MGD013. MacroGenics is developing MGD013 to provide co-blockade of two immune checkpoint molecules co-expressed on T cells, PD-1 and LAG-3, for treatment of diseases spanning a wide range of solid tumors and hematological malignancies. The Company presented pre-clinical data on an Fc-bearing DART molecule directed against these targets. In addition to MGD013, MacroGenics is generating and evaluating multiple other candidates that target a range of immune regulators using its DART and Trident platforms.

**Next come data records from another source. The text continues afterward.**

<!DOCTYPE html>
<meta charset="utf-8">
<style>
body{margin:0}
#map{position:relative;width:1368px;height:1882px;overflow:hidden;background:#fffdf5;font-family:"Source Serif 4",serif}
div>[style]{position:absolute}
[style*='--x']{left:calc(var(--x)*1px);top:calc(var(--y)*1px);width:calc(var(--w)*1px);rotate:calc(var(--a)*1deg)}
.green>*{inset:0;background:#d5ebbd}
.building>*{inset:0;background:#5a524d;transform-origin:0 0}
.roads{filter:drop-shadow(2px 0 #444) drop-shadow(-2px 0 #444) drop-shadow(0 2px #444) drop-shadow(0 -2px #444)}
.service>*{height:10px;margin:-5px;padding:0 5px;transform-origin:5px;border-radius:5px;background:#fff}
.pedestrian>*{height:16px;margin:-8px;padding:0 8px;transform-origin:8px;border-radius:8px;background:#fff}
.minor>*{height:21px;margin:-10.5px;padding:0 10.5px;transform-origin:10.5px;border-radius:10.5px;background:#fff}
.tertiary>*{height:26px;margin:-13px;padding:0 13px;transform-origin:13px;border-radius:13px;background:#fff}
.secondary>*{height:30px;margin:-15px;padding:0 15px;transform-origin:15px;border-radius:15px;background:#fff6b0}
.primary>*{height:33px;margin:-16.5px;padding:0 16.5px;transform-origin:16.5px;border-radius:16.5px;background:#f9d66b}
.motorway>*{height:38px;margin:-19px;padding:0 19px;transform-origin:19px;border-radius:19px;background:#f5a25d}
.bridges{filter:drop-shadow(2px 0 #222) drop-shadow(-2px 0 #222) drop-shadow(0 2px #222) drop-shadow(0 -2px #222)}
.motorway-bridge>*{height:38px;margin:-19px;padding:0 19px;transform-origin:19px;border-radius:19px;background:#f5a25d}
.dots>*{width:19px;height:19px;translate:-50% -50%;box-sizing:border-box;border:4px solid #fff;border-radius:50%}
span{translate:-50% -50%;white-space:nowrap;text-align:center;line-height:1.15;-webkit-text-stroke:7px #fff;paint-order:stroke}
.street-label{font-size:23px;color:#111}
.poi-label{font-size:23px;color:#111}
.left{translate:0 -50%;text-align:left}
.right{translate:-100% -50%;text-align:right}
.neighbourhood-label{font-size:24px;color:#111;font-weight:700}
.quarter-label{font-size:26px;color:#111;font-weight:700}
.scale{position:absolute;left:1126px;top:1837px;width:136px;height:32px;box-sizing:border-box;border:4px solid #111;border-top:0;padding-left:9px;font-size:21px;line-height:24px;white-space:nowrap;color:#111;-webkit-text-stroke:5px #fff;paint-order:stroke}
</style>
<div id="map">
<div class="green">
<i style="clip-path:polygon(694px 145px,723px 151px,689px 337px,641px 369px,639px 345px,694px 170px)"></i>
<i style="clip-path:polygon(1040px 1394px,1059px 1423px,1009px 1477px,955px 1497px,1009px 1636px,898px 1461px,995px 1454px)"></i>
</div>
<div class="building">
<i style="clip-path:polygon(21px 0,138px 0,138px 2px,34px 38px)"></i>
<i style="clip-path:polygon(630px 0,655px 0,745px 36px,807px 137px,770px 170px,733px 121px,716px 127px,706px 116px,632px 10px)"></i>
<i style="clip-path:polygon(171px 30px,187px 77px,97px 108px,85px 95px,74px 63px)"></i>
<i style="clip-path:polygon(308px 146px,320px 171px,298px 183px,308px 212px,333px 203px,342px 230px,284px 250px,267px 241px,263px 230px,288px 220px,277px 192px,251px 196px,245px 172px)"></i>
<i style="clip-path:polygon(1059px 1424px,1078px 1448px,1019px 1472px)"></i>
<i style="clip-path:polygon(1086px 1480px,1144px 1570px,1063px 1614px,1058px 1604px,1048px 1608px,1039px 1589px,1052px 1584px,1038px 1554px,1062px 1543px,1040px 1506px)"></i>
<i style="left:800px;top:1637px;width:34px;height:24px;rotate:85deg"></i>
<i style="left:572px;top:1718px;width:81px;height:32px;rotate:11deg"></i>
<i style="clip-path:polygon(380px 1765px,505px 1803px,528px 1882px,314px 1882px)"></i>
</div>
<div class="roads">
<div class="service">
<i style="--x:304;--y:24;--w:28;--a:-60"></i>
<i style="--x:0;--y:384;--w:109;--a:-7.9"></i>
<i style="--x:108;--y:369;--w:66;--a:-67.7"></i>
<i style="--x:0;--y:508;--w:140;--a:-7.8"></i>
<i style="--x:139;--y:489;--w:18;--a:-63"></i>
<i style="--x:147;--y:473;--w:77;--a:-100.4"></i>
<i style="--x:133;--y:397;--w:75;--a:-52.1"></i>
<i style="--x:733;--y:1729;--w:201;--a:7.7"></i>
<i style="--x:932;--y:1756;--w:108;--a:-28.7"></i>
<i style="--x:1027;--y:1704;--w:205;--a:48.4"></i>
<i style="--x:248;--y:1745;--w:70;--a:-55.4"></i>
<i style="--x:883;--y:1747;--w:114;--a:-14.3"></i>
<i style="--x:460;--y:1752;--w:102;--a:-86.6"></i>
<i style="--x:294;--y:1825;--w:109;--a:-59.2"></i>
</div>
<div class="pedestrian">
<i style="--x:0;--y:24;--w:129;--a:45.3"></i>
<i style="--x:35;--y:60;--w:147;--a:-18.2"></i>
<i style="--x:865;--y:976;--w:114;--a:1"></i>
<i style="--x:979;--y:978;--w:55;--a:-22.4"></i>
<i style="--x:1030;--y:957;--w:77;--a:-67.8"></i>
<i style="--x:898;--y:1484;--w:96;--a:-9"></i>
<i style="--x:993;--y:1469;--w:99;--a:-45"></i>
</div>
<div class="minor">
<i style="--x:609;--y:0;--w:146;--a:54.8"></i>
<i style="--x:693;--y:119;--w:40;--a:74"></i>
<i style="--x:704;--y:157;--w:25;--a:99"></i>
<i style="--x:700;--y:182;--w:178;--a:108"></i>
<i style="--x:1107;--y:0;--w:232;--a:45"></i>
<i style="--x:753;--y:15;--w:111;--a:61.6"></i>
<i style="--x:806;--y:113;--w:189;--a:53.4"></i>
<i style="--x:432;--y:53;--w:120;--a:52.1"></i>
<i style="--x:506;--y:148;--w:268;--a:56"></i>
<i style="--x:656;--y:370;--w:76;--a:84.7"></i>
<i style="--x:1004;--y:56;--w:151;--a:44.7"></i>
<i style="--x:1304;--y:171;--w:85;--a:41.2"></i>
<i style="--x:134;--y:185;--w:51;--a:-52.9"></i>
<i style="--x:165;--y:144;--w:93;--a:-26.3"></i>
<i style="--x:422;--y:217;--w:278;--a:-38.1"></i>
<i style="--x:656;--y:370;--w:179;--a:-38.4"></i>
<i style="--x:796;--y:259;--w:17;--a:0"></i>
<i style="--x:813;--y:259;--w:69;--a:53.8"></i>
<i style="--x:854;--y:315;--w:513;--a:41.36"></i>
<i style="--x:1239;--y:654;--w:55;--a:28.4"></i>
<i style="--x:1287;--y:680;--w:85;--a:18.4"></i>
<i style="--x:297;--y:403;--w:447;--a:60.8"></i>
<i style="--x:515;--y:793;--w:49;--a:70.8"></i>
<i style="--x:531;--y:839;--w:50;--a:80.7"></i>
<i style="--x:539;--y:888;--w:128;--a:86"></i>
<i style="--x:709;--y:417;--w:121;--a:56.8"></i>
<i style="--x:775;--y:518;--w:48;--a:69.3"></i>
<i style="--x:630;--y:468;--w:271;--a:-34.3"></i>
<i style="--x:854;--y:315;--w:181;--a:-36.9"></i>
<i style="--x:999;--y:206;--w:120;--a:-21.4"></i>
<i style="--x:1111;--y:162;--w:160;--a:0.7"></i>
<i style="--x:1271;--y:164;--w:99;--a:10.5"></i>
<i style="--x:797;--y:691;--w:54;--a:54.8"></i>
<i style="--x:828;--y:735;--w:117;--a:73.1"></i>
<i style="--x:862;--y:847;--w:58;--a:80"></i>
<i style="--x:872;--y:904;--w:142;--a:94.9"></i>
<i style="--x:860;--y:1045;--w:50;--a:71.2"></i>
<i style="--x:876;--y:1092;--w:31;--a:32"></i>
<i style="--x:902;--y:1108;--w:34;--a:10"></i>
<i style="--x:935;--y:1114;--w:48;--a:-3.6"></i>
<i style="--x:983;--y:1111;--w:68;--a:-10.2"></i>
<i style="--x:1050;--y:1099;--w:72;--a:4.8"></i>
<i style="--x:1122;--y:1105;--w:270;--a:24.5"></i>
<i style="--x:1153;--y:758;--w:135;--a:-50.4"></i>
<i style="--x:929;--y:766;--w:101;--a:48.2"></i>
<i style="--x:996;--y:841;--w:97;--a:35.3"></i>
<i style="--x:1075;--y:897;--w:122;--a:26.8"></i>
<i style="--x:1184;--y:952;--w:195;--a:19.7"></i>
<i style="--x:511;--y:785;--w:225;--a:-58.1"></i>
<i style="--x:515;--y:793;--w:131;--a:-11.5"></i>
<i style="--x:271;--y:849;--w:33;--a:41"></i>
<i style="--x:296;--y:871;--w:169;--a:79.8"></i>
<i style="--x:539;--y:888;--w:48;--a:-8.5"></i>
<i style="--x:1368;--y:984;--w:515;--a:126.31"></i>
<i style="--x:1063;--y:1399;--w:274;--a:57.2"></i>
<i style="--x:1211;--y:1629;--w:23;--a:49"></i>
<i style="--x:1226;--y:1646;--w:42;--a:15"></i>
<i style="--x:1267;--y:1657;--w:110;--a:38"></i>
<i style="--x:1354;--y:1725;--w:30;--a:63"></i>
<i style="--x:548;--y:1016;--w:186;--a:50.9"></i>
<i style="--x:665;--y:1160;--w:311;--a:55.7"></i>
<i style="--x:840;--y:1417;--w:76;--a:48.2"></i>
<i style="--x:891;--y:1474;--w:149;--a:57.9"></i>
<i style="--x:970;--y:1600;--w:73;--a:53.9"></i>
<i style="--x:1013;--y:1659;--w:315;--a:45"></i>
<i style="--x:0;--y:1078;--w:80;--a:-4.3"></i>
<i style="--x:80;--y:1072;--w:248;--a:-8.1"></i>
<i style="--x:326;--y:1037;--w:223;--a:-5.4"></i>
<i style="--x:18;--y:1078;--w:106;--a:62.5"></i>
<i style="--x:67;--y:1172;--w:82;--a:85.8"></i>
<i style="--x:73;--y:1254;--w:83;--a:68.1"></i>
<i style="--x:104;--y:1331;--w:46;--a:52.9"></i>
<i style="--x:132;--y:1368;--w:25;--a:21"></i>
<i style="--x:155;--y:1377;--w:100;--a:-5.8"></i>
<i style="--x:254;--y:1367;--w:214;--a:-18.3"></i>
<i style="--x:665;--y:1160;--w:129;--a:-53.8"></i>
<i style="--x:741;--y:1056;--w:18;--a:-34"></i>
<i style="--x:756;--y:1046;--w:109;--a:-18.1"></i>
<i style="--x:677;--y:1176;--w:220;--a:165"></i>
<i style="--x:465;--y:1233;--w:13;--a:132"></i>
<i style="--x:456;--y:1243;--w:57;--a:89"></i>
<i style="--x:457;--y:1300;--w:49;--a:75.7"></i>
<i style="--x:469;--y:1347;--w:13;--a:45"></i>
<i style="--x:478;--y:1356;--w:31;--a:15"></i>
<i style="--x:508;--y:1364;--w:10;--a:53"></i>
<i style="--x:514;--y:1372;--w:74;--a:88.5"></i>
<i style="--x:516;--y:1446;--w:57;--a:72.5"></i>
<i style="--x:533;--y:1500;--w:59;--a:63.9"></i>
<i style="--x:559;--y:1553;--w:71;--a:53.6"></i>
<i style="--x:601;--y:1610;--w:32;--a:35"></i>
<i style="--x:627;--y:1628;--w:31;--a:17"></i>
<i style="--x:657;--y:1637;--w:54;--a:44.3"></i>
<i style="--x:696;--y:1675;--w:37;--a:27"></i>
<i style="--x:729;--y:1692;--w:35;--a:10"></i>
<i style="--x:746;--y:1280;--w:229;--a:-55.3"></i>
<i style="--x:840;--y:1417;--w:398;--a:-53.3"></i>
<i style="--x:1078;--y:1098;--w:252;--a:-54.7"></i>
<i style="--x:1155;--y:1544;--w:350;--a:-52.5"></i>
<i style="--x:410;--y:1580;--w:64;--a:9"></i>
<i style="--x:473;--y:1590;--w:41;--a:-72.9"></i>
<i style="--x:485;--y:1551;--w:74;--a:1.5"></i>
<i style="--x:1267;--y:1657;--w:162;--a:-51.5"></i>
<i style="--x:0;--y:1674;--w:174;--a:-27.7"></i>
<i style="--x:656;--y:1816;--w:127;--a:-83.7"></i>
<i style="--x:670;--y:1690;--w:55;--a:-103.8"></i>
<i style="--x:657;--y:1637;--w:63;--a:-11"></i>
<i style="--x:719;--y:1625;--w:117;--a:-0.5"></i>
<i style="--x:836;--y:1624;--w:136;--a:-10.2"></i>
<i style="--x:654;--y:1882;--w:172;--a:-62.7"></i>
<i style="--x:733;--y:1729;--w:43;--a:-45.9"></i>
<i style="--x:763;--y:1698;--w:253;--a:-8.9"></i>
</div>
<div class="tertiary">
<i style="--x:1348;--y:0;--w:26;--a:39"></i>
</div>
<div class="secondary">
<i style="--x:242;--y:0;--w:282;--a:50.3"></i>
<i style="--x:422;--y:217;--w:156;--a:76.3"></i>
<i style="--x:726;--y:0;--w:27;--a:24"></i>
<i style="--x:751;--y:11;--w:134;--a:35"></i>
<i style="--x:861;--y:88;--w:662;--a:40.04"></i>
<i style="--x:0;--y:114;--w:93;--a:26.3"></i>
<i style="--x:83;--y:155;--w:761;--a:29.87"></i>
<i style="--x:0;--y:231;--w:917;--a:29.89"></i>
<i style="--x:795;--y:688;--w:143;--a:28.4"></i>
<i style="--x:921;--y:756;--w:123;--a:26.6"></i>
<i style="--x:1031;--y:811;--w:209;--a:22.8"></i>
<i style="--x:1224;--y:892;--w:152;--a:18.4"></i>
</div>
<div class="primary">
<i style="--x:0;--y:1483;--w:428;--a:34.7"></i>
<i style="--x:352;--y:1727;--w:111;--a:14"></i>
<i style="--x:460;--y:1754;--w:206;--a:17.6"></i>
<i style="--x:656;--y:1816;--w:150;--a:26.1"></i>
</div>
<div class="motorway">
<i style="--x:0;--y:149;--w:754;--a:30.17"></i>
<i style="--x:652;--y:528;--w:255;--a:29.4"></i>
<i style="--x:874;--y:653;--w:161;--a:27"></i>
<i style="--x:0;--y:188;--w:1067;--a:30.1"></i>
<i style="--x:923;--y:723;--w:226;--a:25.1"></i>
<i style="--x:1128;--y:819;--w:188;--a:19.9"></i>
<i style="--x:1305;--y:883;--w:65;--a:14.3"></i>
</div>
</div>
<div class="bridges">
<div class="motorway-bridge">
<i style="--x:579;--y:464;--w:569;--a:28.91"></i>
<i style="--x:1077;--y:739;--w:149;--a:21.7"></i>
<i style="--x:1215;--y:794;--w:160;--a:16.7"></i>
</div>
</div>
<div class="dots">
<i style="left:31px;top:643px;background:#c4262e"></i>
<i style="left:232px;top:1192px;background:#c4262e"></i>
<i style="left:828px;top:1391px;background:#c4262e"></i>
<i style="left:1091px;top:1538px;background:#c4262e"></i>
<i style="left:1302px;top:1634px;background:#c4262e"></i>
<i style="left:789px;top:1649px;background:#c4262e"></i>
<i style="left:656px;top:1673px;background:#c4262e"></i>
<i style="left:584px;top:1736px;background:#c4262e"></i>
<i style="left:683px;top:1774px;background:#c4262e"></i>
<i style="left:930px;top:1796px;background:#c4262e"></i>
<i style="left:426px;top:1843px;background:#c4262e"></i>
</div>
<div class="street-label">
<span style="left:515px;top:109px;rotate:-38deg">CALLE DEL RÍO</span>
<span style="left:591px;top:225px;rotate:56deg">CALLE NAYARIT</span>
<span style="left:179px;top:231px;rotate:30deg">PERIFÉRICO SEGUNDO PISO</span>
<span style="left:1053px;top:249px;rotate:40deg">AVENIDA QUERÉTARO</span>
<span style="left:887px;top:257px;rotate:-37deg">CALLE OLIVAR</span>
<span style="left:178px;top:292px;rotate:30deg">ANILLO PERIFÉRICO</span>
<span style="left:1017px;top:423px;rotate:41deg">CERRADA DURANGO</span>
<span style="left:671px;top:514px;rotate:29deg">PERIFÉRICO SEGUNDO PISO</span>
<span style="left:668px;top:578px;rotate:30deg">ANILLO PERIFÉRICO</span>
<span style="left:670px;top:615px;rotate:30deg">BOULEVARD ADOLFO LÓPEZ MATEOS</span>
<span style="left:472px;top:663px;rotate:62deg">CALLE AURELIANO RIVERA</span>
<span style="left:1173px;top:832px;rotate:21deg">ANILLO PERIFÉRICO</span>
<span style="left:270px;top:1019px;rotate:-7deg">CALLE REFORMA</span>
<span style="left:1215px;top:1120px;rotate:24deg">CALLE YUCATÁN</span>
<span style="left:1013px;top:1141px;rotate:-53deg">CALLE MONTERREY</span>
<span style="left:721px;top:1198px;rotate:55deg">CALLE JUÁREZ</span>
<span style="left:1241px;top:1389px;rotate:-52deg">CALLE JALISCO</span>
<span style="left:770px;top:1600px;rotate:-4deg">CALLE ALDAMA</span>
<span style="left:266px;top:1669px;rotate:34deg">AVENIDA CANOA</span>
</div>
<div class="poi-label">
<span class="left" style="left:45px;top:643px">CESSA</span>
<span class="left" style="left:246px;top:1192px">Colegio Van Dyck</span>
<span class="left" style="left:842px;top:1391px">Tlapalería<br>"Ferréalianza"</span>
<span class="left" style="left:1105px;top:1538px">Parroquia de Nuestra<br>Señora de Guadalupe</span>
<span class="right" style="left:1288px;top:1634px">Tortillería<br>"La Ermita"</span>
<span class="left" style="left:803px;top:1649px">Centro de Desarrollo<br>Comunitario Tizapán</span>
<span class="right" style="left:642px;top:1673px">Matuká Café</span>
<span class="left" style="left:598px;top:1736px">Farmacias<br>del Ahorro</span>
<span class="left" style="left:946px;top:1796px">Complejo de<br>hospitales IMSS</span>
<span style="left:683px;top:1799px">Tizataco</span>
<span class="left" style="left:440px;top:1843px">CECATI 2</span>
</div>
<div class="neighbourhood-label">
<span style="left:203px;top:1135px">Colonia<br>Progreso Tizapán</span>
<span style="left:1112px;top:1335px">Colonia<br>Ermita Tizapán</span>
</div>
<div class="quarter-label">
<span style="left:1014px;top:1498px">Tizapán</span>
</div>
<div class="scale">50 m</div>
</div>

MGD014. MacroGenics presented pre-clinical data on MGD014, an Fc-bearing DART molecule that targets HIV-infected cells and CD3. MGD014 is being developed to eliminate latent HIV infection in patients treated with continuous anti-retroviral therapy (cART) alone or in combination with latency-reversing agents. MGD014 will be developed under a contract recently awarded by the National Institute of Allergy and Infectious Diseases for up to $24.5 million. This is the first infectious disease DART program planned for clinical testing.

Trident Platform

MacroGenics presented its Trident tri-specific platform, extending the Company’s leadership position in multi-specific antibody-based targeting. Trident molecules have an antibody-like structure with three specificities that enable novel mechanisms of action by recognizing up to three separate antigens in different, customizable conformations.